Dr Bodin's synopsis: "Network based models of fragmented landscapes have received increasing interest since the late 90s. A network describing a fragmented landscape consists of: (1) Nodes (representing individually and spatially distinct habitat patches) and (2) Links (representing the possibility for species dispersal between individual patches). Thus, the network represents the landscapes spatial structure of connectivity (from an organisms point of view). It encapsulates the potential of an organism to traverse the landscape by moving from patch to patch. The network approach thus merges dispersal processes with spatial patterns of habitat patches, hence enables topological process-oriented analyses of landscape connectivity.
This work presents a set of case studies from rural and urban Sweden and southern Madagascar that are utilizing the network modeling approach in studying aspects of landscape connectivity. Experiences are synthesized in respect of the modeling frameworks possible advantages, shortcomings, applicability and ability to predict species presence/absence/abundance. A number of network based modeling approaches targeted to assess the importance of individual patches are also suggested and discussed."
Dr David Grémillet on: "Winners & Losers: Rating the impact of climate change on seabirds in the North Atlantic"
|Date:||Monday, November 30, 2009|
Dr David Grémillet is from the CNRS in Montpellier, France.
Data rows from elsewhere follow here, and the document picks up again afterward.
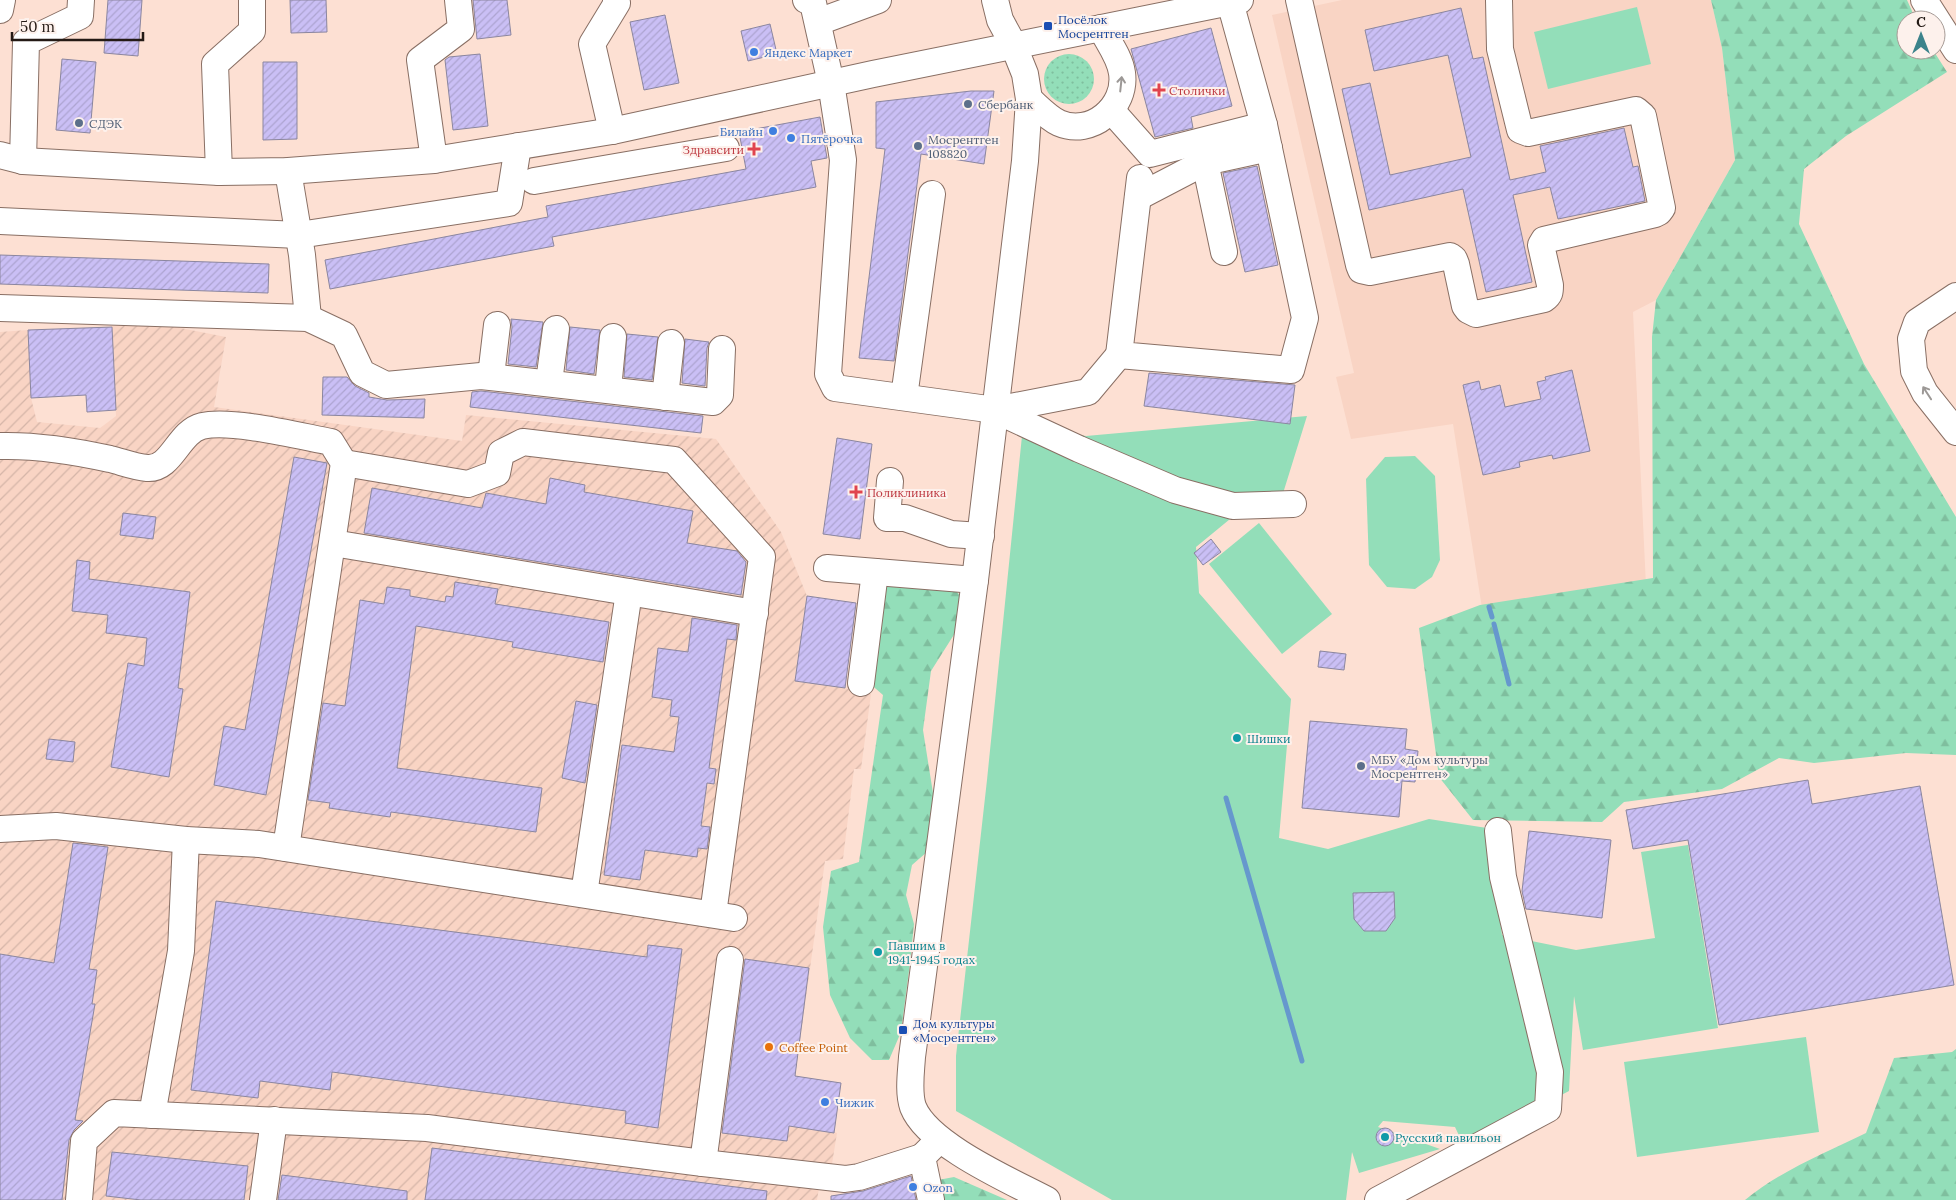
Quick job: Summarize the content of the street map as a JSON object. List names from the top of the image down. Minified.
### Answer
{"places":{"transit":["Посёлок Мосрентген","Дом культуры «Мосрентген»"],"other":["Яндекс Маркет","Сбербанк","СДЭК","Билайн","Пятёрочка","Мосрентген 108820","Шишки","МБУ «Дом культуры Мосрентген»","Павшим в 1941-1945 годах","Coffee Point","Чижик","Русский павильон","Ozon"],"health":["Столички","Здравсити","Поликлиника"]},"scale_bar":"50 m","north":"top"}
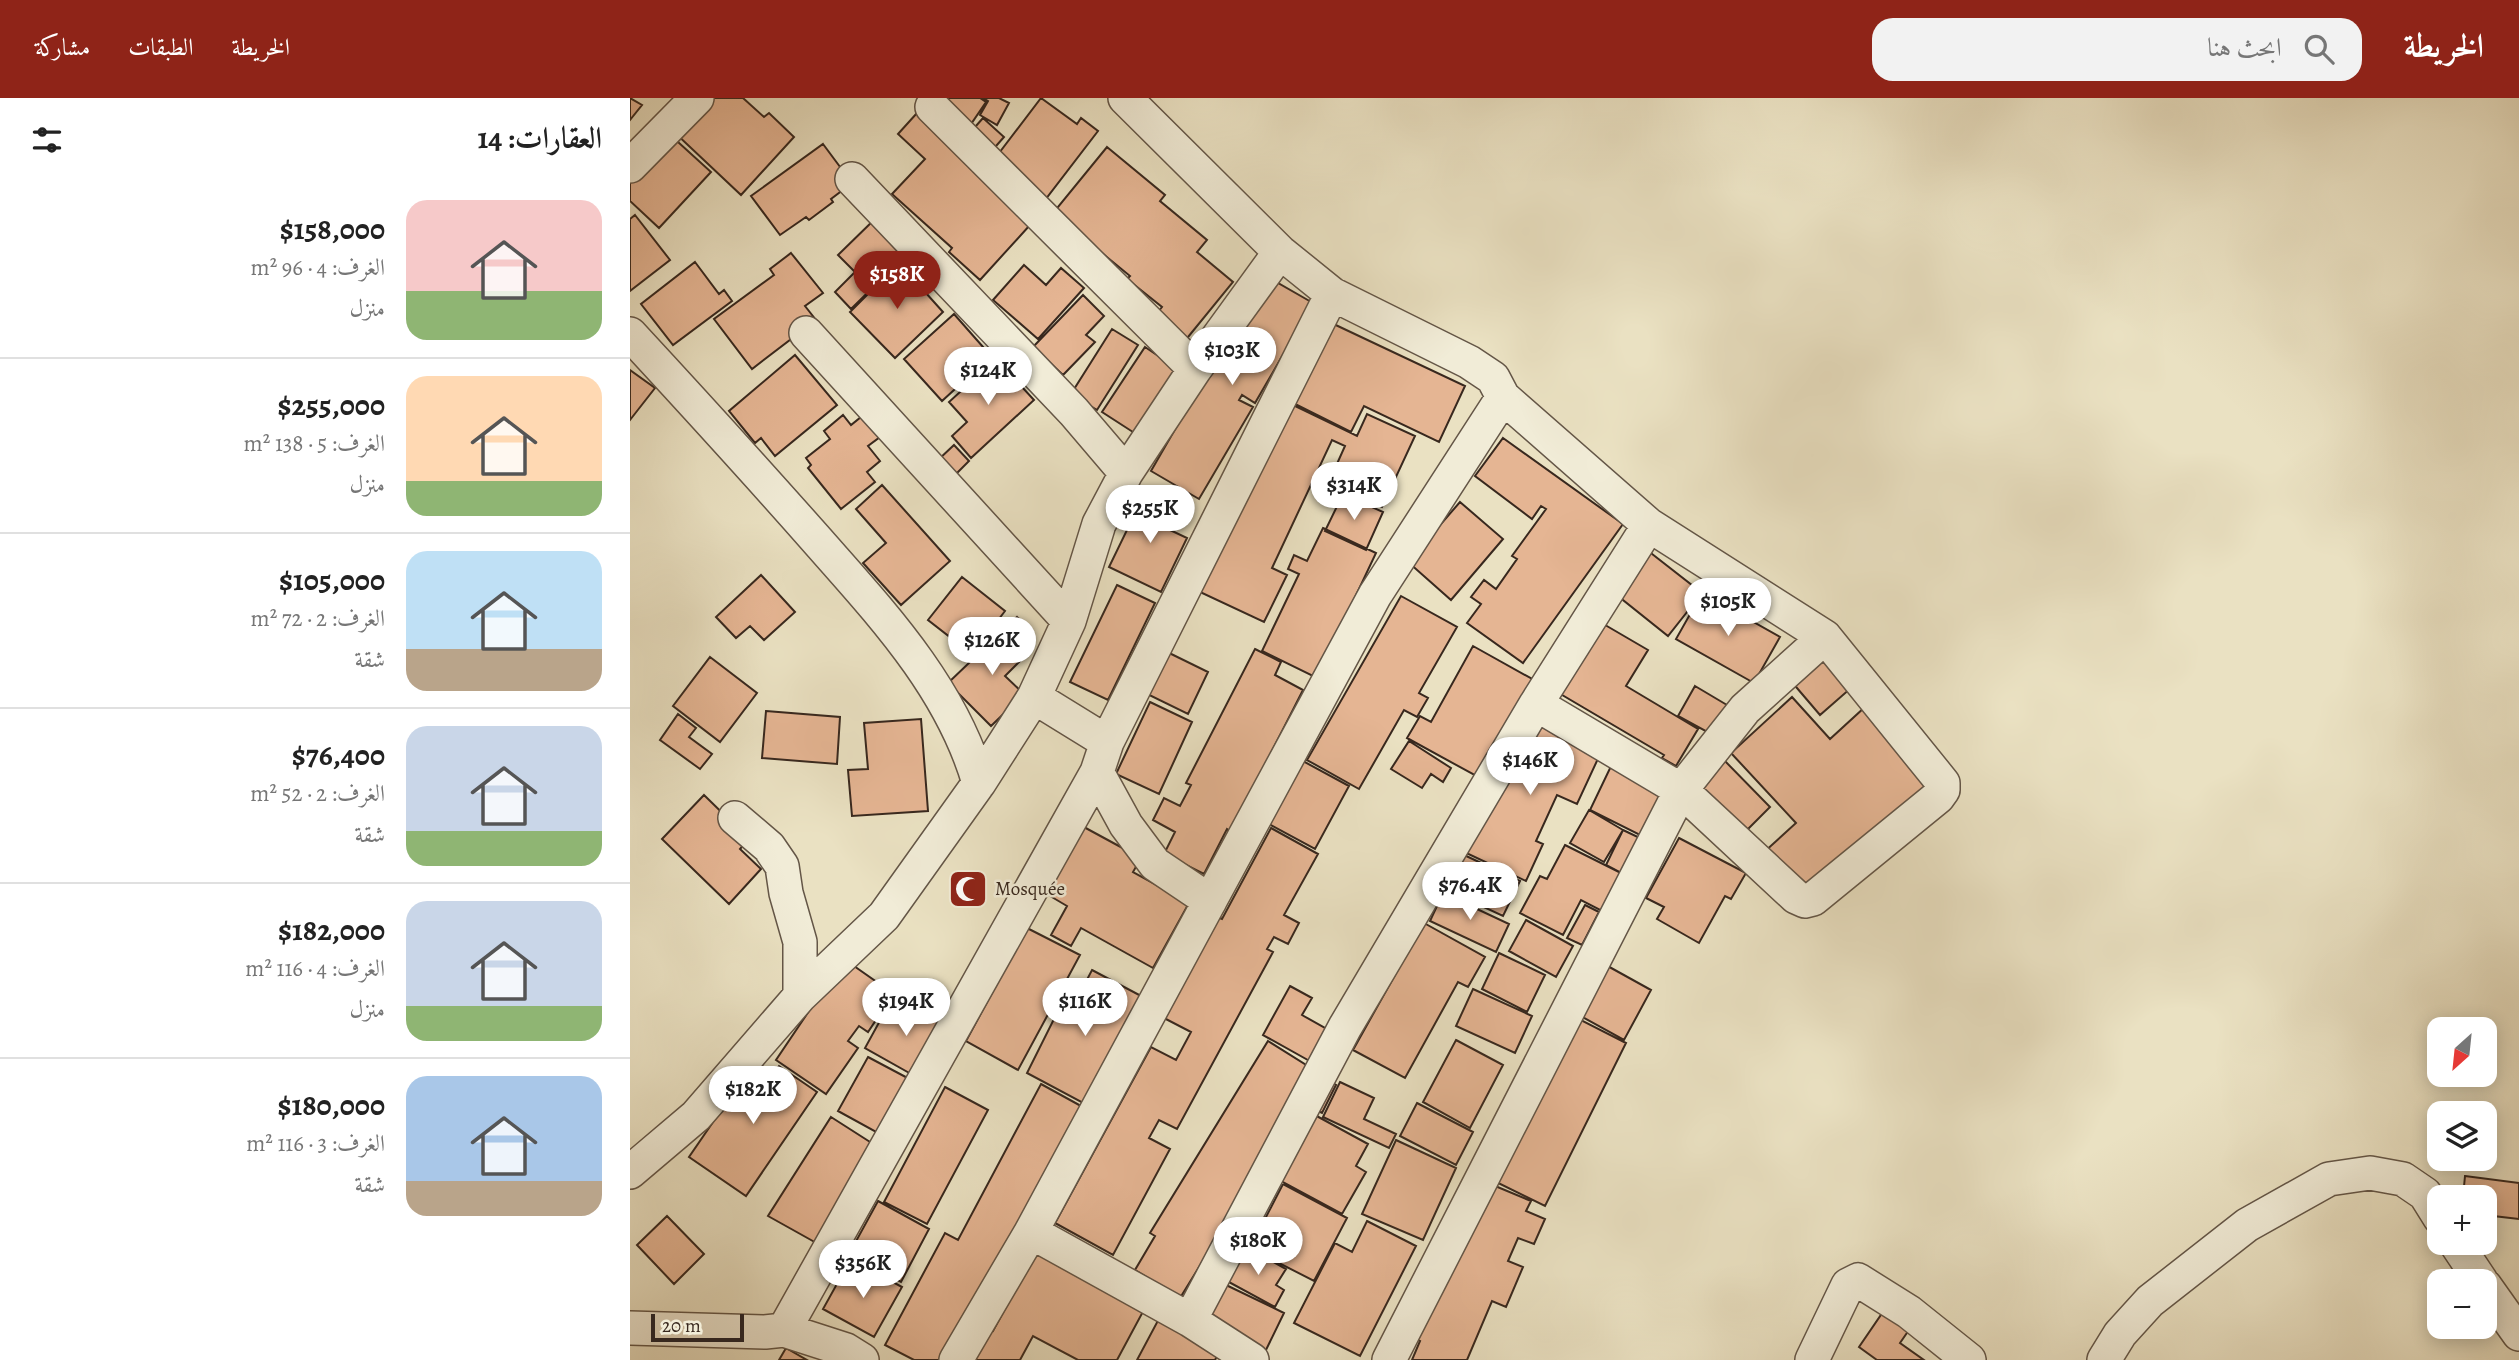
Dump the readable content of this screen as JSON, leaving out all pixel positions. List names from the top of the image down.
{
  "places": {
    "mosque": ["Mosquée"]
  },
  "scale_bar": "20 m",
  "north": "bottom left",
  "page": {
    "header": "الخريطة",
    "search": "ابحث هنا",
    "nav": ["الخريطة", "الطبقات", "مشاركة"],
    "heading": "العقارات: 14",
    "list": [
      {
        "name": "$158,000",
        "note": "الغرف: 4 · 96 m² · منزل"
      },
      {
        "name": "$255,000",
        "note": "الغرف: 5 · 138 m² · منزل"
      },
      {
        "name": "$105,000",
        "note": "الغرف: 2 · 72 m² · شقة"
      },
      {
        "name": "$76,400",
        "note": "الغرف: 2 · 52 m² · شقة"
      },
      {
        "name": "$182,000",
        "note": "الغرف: 4 · 116 m² · منزل"
      },
      {
        "name": "$180,000",
        "note": "الغرف: 3 · 116 m² · شقة"
      }
    ],
    "price": [
      "$158K",
      "$103K",
      "$124K",
      "$314K",
      "$255K",
      "$105K",
      "$126K",
      "$146K",
      "$76.4K",
      "$194K",
      "$116K",
      "$182K",
      "$180K",
      "$356K"
    ],
    "map_buttons": ["+", "−"],
    "scale": "20 m"
  }
}
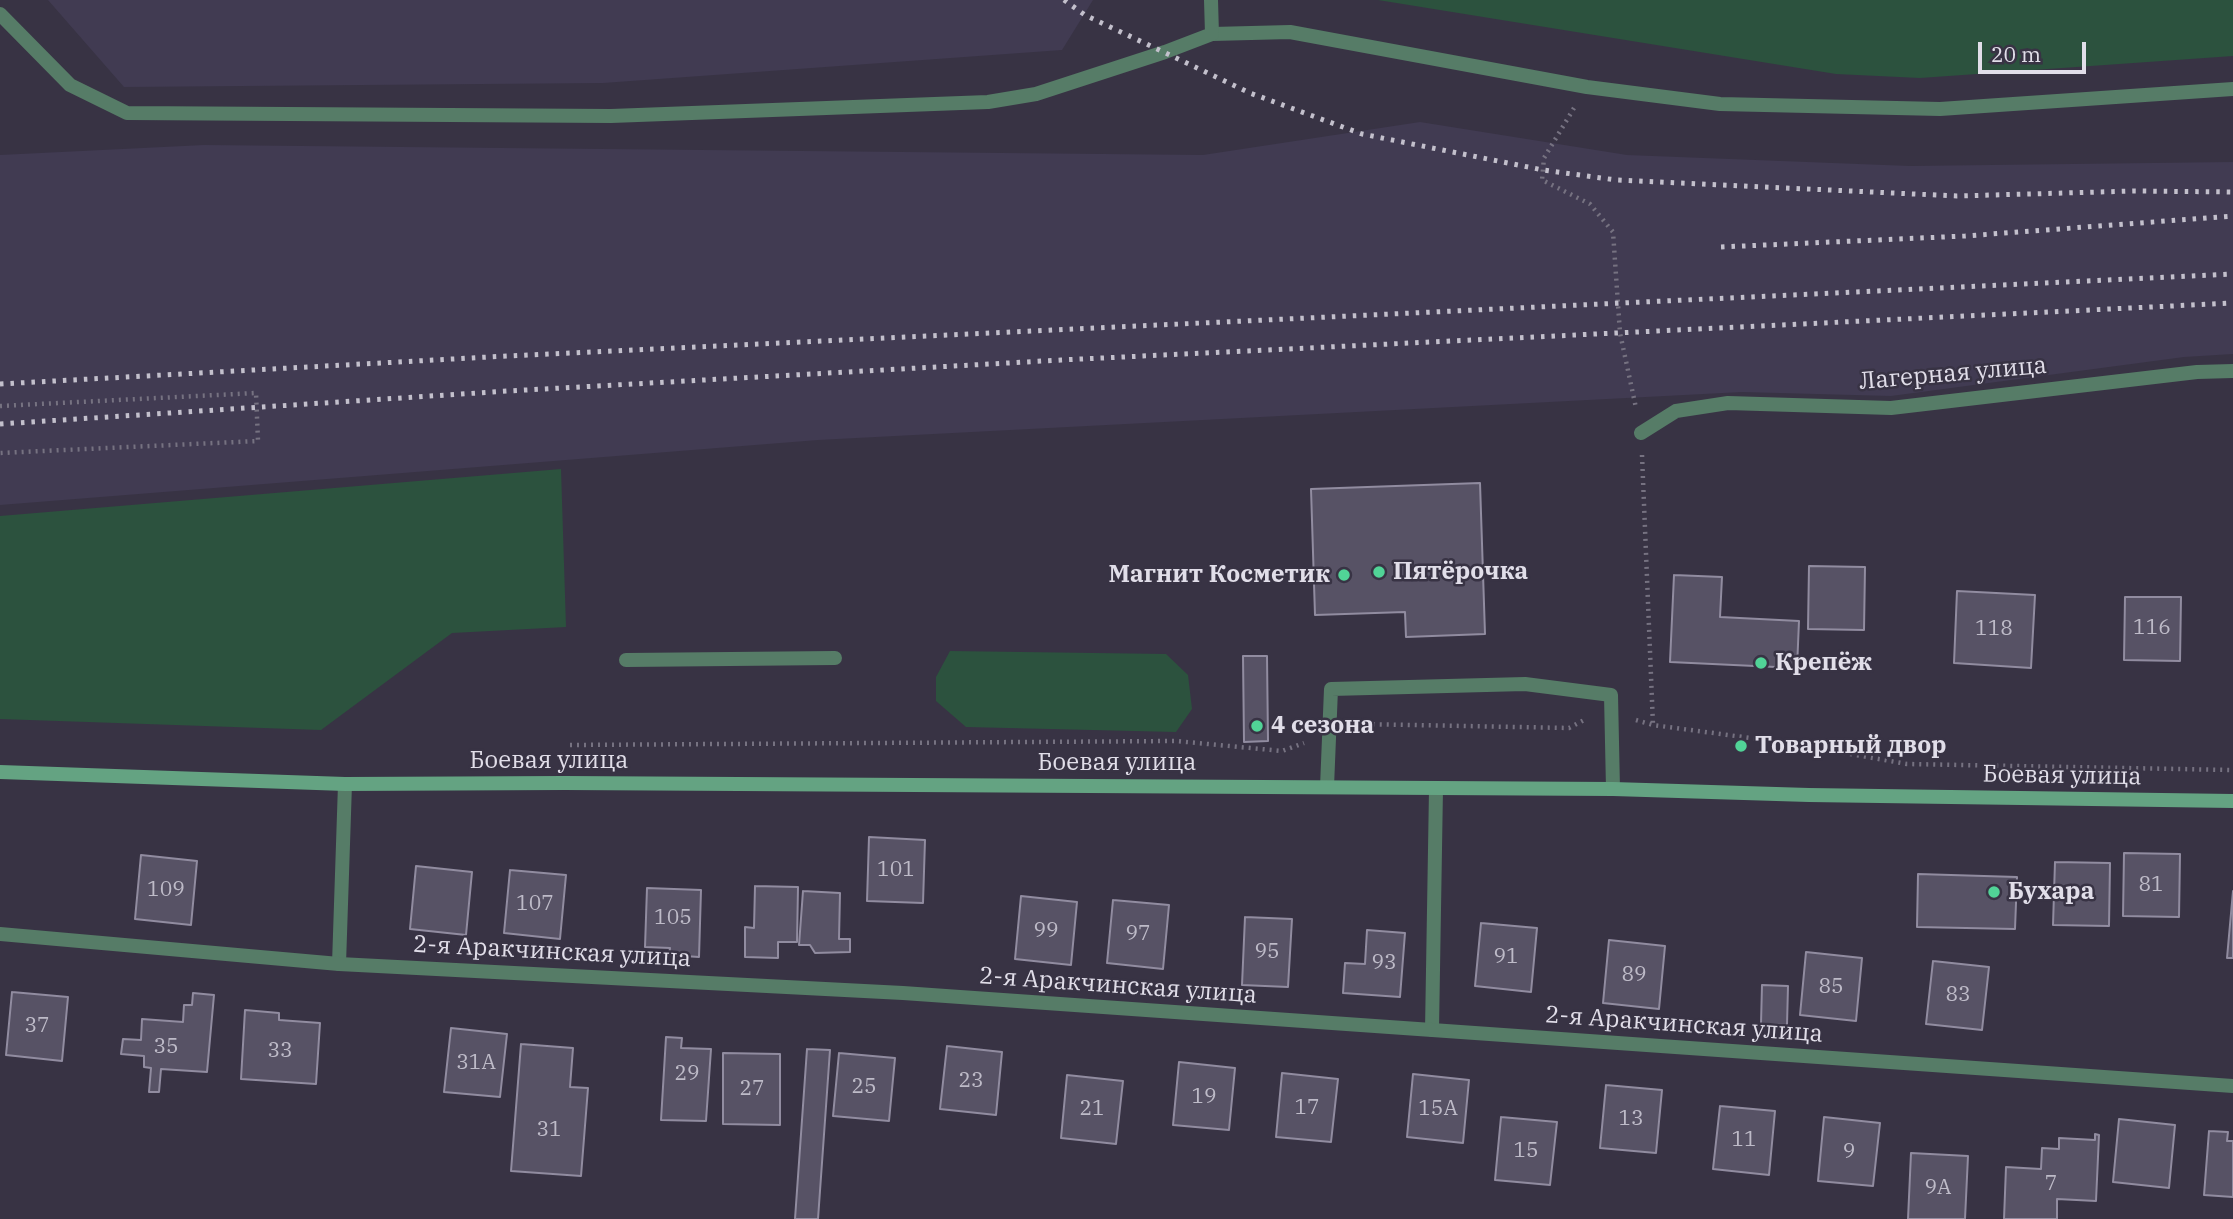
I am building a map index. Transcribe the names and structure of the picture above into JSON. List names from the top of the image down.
{
  "streets": {
    "main road": ["Боевая улица"],
    "street": ["Лагерная улица", "2-я Аракчинская улица"]
  },
  "places": [
    "Пятёрочка",
    "Магнит Косметик",
    "Крепёж",
    "4 сезона",
    "Товарный двор",
    "Бухара"
  ],
  "house_numbers": [
    "116",
    "118",
    "101",
    "81",
    "109",
    "107",
    "105",
    "99",
    "97",
    "95",
    "91",
    "93",
    "89",
    "85",
    "83",
    "37",
    "35",
    "33",
    "31А",
    "29",
    "23",
    "25",
    "27",
    "19",
    "17",
    "21",
    "15А",
    "13",
    "31",
    "11",
    "15",
    "9",
    "7",
    "9А"
  ],
  "scale_bar": "20 m"
}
"The aim of my research is to understand the impact of global change on marine top-predators using detailed investigations of the ecophysiology of seabirds in their natural environment. My investigations in the field of functional ecology are based upon novel biotelemetry technologies, metabolic studies and thermodynamic modelling. Such field studies mainly take place in the Atlantic (Davis Strait, Greenland Sea, Barents Sea, North Sea, English Channel, and Benguela) where major environmental changes are currently taking place. These studies allow me (1) to evaluate the energetic plasticity of a variety of seabird species i.e. their capacity to maintain their energy balance when facing rapid environmental change, and (2) to test their value as ecological indicators of marine food webs, and (3) to contribute to a better management of aquatic ecosystems and marine biodiversity."
Assistant Professor Bengt Hansson on: "Evolutionary aspects of dispersal and migration in the great reed warbler"
|Date:||Tuesday, 8 December, 2009|
Assistant Professor Bengt Hansson is from the University of Lund, Sweden
This talk will be about animal movements in general and about dispersal and migration in the great reed warbler in particular. Topics range from colonisation patterns, dispersal distances and migration routes to inbreeding, life-time reproductive success and sexual conflicts. Most results are based on reproductive and pedigree data from a long-term study population of great reed warblers at Lake Kvismaren, southern Central Sweden.